____ RECORDS
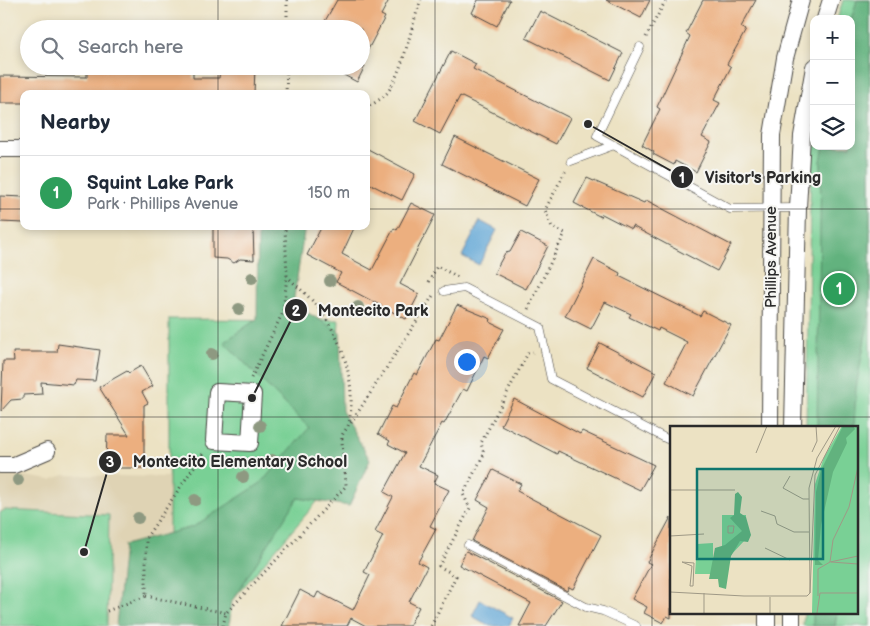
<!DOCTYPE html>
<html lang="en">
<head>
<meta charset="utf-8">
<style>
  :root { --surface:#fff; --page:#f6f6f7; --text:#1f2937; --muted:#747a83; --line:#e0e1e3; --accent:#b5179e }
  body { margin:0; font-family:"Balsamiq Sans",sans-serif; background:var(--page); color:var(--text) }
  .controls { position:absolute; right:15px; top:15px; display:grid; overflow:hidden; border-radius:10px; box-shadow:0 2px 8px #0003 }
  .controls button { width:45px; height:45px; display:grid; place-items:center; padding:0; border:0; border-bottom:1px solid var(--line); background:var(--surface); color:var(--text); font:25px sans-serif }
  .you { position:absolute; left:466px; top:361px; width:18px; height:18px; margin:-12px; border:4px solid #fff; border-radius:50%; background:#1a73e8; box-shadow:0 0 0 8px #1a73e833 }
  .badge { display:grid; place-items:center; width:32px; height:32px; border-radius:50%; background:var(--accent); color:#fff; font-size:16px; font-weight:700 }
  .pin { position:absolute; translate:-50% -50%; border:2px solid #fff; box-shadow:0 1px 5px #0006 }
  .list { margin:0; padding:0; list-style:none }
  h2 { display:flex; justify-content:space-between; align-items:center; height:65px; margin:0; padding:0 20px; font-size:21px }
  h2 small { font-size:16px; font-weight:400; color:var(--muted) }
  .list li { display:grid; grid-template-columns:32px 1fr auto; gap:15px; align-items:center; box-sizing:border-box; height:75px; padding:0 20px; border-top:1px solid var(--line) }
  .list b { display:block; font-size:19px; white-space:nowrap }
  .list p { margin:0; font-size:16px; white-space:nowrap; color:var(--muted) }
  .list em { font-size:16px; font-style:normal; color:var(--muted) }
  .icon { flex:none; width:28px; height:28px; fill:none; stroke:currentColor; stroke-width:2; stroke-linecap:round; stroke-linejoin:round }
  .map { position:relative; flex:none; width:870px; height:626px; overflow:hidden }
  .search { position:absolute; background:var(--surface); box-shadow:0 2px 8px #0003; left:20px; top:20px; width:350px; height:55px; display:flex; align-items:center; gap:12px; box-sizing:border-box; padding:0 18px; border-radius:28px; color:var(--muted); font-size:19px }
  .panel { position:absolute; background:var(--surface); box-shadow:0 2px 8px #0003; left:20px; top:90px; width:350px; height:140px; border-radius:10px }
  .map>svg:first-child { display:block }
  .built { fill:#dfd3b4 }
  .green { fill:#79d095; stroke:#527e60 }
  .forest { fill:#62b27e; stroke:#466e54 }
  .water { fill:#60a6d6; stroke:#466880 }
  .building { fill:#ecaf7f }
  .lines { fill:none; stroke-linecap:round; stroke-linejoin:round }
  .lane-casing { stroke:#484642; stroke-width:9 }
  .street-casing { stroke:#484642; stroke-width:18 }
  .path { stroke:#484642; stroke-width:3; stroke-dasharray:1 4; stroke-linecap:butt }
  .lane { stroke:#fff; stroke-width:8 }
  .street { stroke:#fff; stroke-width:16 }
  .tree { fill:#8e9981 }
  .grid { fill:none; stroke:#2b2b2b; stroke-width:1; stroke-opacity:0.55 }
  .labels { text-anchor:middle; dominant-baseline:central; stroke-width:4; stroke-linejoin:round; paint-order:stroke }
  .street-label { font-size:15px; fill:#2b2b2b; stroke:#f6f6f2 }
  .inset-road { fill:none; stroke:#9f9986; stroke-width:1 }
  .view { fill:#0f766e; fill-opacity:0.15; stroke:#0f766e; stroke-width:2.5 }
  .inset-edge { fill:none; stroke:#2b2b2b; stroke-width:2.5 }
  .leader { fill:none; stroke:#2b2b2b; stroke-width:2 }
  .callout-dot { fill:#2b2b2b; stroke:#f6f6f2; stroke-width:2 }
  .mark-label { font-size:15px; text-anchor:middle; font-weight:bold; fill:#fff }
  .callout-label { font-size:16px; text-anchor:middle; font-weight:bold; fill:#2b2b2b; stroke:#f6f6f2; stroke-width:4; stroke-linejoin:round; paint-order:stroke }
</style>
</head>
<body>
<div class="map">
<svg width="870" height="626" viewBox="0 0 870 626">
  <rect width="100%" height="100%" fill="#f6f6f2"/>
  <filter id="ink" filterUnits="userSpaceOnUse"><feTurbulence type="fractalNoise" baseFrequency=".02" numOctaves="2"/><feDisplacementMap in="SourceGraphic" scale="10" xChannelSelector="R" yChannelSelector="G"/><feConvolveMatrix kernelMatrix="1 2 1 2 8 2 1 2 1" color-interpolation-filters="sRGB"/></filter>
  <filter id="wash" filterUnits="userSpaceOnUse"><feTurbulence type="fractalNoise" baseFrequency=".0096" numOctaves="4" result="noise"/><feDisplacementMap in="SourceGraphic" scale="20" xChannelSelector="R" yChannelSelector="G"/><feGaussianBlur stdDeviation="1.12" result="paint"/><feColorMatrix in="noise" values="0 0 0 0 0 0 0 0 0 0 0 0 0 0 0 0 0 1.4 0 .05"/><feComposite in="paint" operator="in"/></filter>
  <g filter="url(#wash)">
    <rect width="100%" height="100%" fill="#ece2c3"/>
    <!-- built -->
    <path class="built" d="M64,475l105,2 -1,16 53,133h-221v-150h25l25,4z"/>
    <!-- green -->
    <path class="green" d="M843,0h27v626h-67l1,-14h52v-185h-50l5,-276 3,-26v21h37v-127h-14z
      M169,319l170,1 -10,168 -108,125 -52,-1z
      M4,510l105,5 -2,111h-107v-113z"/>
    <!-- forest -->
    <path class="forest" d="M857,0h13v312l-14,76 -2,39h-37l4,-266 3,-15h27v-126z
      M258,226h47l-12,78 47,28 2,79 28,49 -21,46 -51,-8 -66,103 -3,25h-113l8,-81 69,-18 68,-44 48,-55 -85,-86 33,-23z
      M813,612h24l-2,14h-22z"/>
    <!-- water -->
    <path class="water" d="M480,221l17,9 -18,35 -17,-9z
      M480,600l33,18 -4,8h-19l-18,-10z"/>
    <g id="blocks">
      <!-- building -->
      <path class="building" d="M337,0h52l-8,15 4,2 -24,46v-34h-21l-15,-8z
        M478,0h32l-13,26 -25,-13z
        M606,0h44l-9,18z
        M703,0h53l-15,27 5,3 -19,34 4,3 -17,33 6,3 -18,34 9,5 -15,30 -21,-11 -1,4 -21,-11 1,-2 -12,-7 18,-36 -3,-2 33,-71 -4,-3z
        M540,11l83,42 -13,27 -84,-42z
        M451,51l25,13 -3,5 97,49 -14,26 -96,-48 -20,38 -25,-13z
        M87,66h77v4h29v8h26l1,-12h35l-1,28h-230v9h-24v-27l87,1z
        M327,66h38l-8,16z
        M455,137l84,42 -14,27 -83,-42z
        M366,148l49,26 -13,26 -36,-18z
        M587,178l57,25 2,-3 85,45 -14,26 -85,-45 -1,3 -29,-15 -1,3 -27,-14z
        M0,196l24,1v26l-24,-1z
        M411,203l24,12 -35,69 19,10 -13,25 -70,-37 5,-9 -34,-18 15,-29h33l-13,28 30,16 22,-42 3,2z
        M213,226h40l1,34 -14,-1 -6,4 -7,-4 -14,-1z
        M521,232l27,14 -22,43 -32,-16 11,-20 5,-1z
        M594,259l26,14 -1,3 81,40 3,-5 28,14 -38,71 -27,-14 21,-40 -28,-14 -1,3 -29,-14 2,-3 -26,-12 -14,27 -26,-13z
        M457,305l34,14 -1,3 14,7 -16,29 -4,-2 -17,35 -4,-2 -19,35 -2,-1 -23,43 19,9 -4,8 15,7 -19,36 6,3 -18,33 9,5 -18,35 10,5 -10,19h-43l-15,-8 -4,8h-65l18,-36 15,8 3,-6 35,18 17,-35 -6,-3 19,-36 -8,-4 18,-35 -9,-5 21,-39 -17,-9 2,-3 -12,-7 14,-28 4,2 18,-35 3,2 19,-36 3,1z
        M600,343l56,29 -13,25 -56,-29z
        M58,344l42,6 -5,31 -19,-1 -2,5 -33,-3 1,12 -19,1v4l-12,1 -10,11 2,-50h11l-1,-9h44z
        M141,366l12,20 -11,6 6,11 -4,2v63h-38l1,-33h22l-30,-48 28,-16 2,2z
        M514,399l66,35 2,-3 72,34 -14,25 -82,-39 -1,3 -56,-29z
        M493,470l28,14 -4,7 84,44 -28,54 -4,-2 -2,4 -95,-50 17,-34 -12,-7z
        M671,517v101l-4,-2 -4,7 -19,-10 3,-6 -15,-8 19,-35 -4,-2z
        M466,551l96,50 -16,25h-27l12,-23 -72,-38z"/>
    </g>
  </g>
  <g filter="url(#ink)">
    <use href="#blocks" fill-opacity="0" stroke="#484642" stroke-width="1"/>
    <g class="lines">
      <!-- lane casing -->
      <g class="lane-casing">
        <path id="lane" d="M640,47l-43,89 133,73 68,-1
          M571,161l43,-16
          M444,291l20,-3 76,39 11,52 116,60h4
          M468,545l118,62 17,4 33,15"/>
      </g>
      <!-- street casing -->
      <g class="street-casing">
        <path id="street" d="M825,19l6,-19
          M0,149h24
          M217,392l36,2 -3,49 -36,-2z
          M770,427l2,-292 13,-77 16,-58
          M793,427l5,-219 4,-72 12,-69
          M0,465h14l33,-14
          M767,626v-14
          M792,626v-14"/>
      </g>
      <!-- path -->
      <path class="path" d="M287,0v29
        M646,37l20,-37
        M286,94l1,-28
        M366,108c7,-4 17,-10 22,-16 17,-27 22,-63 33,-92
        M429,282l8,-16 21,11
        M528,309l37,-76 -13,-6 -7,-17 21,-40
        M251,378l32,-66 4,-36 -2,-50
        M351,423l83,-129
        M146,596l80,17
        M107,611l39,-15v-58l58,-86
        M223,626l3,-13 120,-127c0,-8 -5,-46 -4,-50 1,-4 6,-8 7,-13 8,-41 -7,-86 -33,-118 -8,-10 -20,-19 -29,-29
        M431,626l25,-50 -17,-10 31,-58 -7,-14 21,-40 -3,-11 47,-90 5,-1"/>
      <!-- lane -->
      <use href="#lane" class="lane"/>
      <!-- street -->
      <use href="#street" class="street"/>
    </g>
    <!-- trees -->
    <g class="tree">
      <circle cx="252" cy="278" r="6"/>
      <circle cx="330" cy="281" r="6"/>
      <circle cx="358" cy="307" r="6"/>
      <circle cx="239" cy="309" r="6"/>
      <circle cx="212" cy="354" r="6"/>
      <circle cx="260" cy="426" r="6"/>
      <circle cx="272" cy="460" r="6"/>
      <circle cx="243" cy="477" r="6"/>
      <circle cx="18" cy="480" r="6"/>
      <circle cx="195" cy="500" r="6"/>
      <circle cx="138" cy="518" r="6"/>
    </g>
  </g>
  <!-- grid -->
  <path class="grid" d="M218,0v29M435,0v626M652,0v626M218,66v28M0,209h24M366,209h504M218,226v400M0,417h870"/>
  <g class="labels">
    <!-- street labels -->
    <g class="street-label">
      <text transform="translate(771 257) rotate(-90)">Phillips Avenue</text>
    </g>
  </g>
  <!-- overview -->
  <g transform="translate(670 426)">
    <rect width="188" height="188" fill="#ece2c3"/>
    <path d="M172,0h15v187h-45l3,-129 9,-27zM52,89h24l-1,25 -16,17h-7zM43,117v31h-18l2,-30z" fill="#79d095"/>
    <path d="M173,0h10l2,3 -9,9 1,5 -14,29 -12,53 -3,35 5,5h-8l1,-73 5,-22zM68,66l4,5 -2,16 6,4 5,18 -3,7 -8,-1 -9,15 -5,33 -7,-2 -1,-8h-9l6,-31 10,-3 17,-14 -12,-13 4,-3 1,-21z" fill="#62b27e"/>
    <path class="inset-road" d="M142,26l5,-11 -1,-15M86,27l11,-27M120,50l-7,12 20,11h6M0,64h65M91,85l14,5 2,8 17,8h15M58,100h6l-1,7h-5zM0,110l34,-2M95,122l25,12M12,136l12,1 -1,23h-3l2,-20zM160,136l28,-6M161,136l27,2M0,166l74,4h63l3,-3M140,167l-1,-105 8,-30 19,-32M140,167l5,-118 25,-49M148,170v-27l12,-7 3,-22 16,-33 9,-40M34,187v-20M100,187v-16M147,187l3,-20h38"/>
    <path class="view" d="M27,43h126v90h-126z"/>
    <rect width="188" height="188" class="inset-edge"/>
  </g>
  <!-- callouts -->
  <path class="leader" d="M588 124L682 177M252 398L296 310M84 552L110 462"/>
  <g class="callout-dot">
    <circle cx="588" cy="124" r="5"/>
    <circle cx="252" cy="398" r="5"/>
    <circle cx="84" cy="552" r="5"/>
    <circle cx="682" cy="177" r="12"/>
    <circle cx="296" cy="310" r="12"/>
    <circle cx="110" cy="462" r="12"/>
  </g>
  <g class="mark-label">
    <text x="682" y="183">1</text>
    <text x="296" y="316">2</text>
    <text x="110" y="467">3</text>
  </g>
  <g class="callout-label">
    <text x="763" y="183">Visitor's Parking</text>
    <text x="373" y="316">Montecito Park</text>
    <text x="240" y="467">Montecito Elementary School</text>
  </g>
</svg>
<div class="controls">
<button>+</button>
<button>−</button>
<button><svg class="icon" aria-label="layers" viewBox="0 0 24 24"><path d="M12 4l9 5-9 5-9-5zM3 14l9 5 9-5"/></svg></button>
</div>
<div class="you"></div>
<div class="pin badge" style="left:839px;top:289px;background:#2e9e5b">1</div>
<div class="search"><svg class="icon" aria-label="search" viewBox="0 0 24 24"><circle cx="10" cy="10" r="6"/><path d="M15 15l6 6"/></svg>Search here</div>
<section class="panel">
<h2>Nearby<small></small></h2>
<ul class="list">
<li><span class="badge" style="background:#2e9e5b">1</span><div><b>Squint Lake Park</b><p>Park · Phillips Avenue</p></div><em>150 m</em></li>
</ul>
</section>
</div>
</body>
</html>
________
____ RECORDS
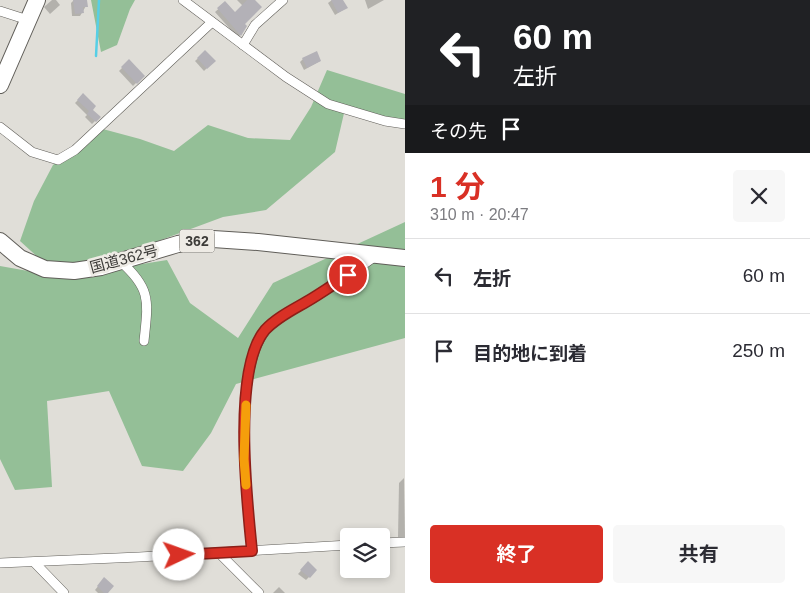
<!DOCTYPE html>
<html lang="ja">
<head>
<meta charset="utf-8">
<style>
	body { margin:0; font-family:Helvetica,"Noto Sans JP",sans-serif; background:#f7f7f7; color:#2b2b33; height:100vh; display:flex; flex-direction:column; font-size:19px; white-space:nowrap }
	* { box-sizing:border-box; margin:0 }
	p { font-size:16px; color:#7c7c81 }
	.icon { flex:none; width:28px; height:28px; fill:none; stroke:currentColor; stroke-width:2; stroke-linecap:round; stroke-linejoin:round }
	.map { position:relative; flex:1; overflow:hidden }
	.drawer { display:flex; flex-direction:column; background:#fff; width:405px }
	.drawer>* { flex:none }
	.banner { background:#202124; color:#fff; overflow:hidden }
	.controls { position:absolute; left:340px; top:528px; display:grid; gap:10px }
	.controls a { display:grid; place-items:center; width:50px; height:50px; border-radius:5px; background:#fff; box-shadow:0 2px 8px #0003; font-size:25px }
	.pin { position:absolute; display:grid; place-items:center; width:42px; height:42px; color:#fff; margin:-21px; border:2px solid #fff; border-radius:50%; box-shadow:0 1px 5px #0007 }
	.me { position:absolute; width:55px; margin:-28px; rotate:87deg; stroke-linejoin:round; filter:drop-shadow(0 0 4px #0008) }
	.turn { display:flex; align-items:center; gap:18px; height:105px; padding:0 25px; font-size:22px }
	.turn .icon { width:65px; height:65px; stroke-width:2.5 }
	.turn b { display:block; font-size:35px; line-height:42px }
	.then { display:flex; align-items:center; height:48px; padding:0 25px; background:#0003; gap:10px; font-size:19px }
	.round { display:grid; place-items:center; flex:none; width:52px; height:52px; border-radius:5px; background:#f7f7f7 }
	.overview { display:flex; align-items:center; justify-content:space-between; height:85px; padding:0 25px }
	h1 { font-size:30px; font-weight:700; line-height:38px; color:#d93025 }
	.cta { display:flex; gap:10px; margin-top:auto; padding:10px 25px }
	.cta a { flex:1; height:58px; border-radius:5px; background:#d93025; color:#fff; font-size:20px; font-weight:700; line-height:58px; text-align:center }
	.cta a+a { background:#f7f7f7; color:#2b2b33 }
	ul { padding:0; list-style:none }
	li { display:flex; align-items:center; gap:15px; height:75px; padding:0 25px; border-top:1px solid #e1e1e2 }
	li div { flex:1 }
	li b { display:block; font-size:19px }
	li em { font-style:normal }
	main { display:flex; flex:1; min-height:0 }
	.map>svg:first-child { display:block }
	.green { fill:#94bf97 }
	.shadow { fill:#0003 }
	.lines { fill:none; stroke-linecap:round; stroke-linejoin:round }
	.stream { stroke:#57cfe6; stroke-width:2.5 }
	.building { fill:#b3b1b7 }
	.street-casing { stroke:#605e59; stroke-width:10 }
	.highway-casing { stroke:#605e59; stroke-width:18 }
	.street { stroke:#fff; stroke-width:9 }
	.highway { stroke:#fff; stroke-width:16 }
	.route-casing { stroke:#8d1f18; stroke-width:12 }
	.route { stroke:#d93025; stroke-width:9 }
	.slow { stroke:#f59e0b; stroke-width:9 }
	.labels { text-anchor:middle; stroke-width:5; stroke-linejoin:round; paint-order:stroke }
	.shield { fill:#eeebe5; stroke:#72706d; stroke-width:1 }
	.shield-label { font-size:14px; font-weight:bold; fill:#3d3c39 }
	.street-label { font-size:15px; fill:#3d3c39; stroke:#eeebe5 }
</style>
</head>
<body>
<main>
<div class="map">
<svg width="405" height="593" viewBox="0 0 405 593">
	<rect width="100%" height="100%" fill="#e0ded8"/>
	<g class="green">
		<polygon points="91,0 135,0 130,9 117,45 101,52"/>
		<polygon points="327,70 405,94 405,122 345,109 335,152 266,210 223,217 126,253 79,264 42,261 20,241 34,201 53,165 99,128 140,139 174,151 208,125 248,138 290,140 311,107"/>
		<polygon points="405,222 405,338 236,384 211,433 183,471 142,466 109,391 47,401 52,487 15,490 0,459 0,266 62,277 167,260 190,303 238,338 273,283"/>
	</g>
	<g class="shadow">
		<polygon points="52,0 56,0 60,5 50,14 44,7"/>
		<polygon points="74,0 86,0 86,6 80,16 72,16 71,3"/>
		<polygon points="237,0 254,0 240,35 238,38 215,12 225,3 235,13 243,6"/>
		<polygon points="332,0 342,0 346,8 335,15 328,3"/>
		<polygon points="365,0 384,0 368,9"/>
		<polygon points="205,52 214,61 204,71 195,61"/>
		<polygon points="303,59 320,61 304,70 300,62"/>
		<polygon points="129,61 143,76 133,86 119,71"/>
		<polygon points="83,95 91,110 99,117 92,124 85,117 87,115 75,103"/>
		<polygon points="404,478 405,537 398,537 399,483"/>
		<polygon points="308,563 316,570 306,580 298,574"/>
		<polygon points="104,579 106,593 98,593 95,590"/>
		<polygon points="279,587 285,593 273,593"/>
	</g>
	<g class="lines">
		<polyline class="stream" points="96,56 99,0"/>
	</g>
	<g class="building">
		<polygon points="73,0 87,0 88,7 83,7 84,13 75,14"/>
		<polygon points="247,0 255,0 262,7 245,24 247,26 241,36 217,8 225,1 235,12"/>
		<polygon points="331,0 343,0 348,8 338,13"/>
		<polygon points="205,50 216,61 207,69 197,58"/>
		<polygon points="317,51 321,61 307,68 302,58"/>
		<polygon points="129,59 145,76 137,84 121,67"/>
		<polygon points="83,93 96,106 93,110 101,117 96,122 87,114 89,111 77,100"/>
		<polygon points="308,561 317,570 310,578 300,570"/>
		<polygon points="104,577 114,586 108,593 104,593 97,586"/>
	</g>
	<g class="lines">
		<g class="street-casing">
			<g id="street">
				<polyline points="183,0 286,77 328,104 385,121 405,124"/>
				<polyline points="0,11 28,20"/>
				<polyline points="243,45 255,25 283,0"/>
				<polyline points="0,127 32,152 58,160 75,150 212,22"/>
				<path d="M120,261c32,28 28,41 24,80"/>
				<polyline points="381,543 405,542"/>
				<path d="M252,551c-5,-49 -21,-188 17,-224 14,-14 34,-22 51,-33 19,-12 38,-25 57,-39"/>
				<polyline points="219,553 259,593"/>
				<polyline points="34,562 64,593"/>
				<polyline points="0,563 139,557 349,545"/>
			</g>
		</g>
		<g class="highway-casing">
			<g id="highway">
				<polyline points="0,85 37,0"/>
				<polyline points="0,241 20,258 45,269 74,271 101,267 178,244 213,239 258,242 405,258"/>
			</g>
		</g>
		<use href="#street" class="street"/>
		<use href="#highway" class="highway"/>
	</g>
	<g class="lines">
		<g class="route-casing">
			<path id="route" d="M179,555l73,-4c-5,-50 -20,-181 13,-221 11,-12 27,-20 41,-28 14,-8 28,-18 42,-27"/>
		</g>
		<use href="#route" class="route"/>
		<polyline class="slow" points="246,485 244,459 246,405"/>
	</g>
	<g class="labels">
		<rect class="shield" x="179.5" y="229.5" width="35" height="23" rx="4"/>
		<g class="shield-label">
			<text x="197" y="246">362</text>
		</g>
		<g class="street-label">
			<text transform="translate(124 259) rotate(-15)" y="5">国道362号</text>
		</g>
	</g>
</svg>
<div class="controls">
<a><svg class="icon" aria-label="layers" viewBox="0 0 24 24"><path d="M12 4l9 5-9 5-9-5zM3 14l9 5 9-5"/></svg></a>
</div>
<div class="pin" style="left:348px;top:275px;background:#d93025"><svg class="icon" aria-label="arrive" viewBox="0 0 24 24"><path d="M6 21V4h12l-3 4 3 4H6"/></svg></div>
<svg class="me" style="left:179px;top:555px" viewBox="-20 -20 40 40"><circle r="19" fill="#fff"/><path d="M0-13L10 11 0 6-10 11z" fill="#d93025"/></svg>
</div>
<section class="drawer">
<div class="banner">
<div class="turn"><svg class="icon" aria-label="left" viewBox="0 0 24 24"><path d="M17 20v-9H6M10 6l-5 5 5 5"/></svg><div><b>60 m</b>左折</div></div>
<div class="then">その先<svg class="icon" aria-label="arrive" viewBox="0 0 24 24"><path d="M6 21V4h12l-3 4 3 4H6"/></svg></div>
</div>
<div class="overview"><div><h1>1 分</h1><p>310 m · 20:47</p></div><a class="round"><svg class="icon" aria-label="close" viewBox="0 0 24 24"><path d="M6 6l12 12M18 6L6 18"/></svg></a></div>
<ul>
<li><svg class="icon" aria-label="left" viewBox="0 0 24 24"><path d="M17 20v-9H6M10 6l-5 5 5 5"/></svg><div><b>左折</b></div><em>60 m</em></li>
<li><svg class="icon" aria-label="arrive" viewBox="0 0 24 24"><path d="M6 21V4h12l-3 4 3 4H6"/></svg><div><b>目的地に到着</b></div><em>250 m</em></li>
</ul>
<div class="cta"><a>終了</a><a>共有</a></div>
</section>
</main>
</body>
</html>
________
== WHAT IS EXPECTED ==
Every line that contains the string "xChannelSelector" should be returned from the data.

== OUTPUT OF THE EXERCISE ==
  <filter id="ink" filterUnits="userSpaceOnUse"><feTurbulence type="fractalNoise" baseFrequency=".02" numOctaves="2"/><feDisplacementMap in="SourceGraphic" scale="10" xChannelSelector="R" yChannelSelector="G"/><feConvolveMatrix kernelMatrix="1 2 1 2 8 2 1 2 1" color-interpolation-filters="sRGB"/></filter>
  <filter id="wash" filterUnits="userSpaceOnUse"><feTurbulence type="fractalNoise" baseFrequency=".0096" numOctaves="4" result="noise"/><feDisplacementMap in="SourceGraphic" scale="20" xChannelSelector="R" yChannelSelector="G"/><feGaussianBlur stdDeviation="1.12" result="paint"/><feColorMatrix in="noise" values="0 0 0 0 0 0 0 0 0 0 0 0 0 0 0 0 0 1.4 0 .05"/><feComposite in="paint" operator="in"/></filter>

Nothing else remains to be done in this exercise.